EDW is designed to be rigid. It brings data and force data to be transformed into agreed models that required by business owner. Once the models is agreed and rolled out, it is difficult to change it. It is not impossible, it just a lot of effort will be spent, especially on Transform phase of ETL (Extract, Transform & Load) paradigm which is main driver of EDW. Rigid is first issue of EDW.

As business grows, data also grow and this impact on time to complete of EDW’s ETL process. Unfortunately this time increased most of the time does not go linear, instead if will grow exponentially. If during first year of EDW implementation 1 hour is enough to complete ETL process on daily basis. After 10 years of data, 10 hours is no longer the number but could be 30 hours. This will causing a rat race between data and analytic. Ironically, company does not really need these 10 years of data for their common activity. They only need probably only last 2 years, but they have no option unless to save and processing these 10 years because of some preservation data rules or as an archive media should be there need to analyse their historical data. Time to complete is another EDW problem.

Big Data

Rigidity and time to complete is never been an issue to Big Data. Distributed File System and NoSQL that embrace by big data will solve rigidity problem. Big Data allows us to save any format of data without need of schema to be define first. 

Big Data allowing us to run a logic as soon as data stream into Big Data repository. This logic can be anything: sending an alert, perform computation, building model incrementally or any other we can think. Creativity is the only limit.

Working with Big Data platform also allow us to leverage power of data stored in memory. Being in-memory, data will be processed faster rather than when it is saved only on physical storage.

Ability to scale up, by simply add more nodes using common hardware to increase either storage capacity or computation power is big data answer for time to complete.

Do we still need EDW ?

But if Big Data is soooo greeeaaatttt ? why company still need to preserve their EDW, why not simply moving to Big Data ?

Well, rigidity is not always bad. In some cases, rigidity is required to define standard and guidelines. That is why many statutory reporting is consumed data from EDW model. Thus, EDW still need to be exist, especially on large company where new technology adoption is not as easy as 1, 2 and 3. 

Moving all model to Big Data platform at once on big organisation, for sure will require deep learning curves and significant efforts. 

Above reasons justify why EDW still need to exist but its problem need to be resolved as well, because if not, EDW will not work per expected and will have bad impact on business process. This is the time where EDW need to love Hadoop.

EDW loves Hadoop

Before we discuss further, lets see how common EDW is implemented on below diagram

Screen Shot 2016 04 21 at 9 45 29 AM

Below are some scenarios how EDW embrace Hadoop on its ecosystem to leverage productivity

Scenario 1 – PreProcess ETL

Screen Shot 2016 04 21 at 9 48 02 AM

In this scenario we move ETL process from EDW Staging layer to Hadoop and push the output to EDW to be used later on any dashboard or reporting tools.

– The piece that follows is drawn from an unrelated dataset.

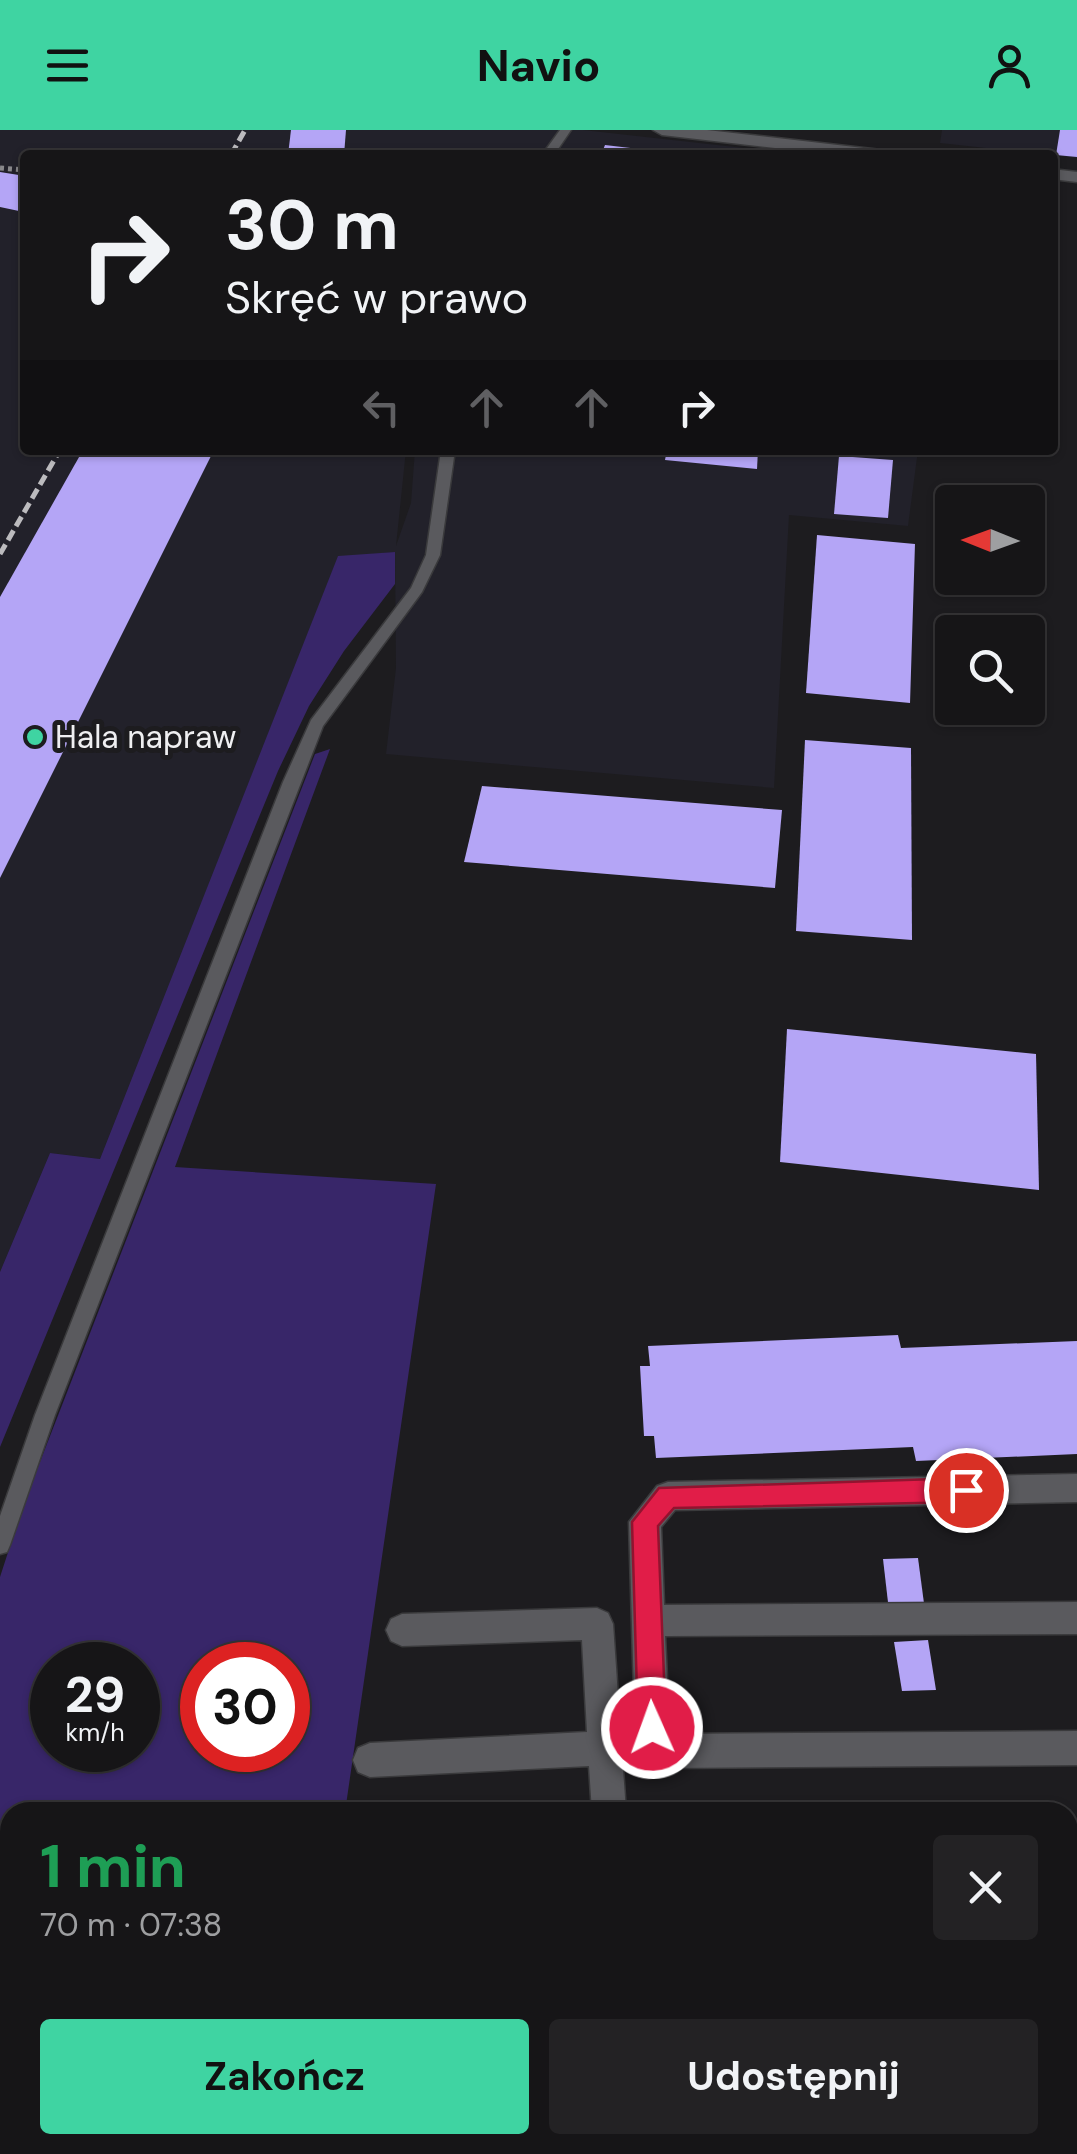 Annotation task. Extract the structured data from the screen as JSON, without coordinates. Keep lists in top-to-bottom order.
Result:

Using this approach will bring the power of flexible data schema and fast parallel processing of Hadoop and also shift high cost data warehousing to lower cost hadoop clusters.

Scenario 2 – Hot and Cold Storage

Screen Shot 2016 04 21 at 10 00 55 AM

This scenario split data into 2 types:

Hot Data, data frequently used by analysis 

Cold Data, data that not necessarily be accessed on daily basis but need to be archived for either rare analysis or for data archiving requirement by government policy.

In this scenario we offloading large volume of historical data into cold storage with Hadoop. Keep data warehouse for hot data only. Whenever data from cold storage is needed, it can be moved back into EDW or directly queried and joined with EDW result. 

This approach will give some space to EDW to process less data and consequently less time require to complete and less cost.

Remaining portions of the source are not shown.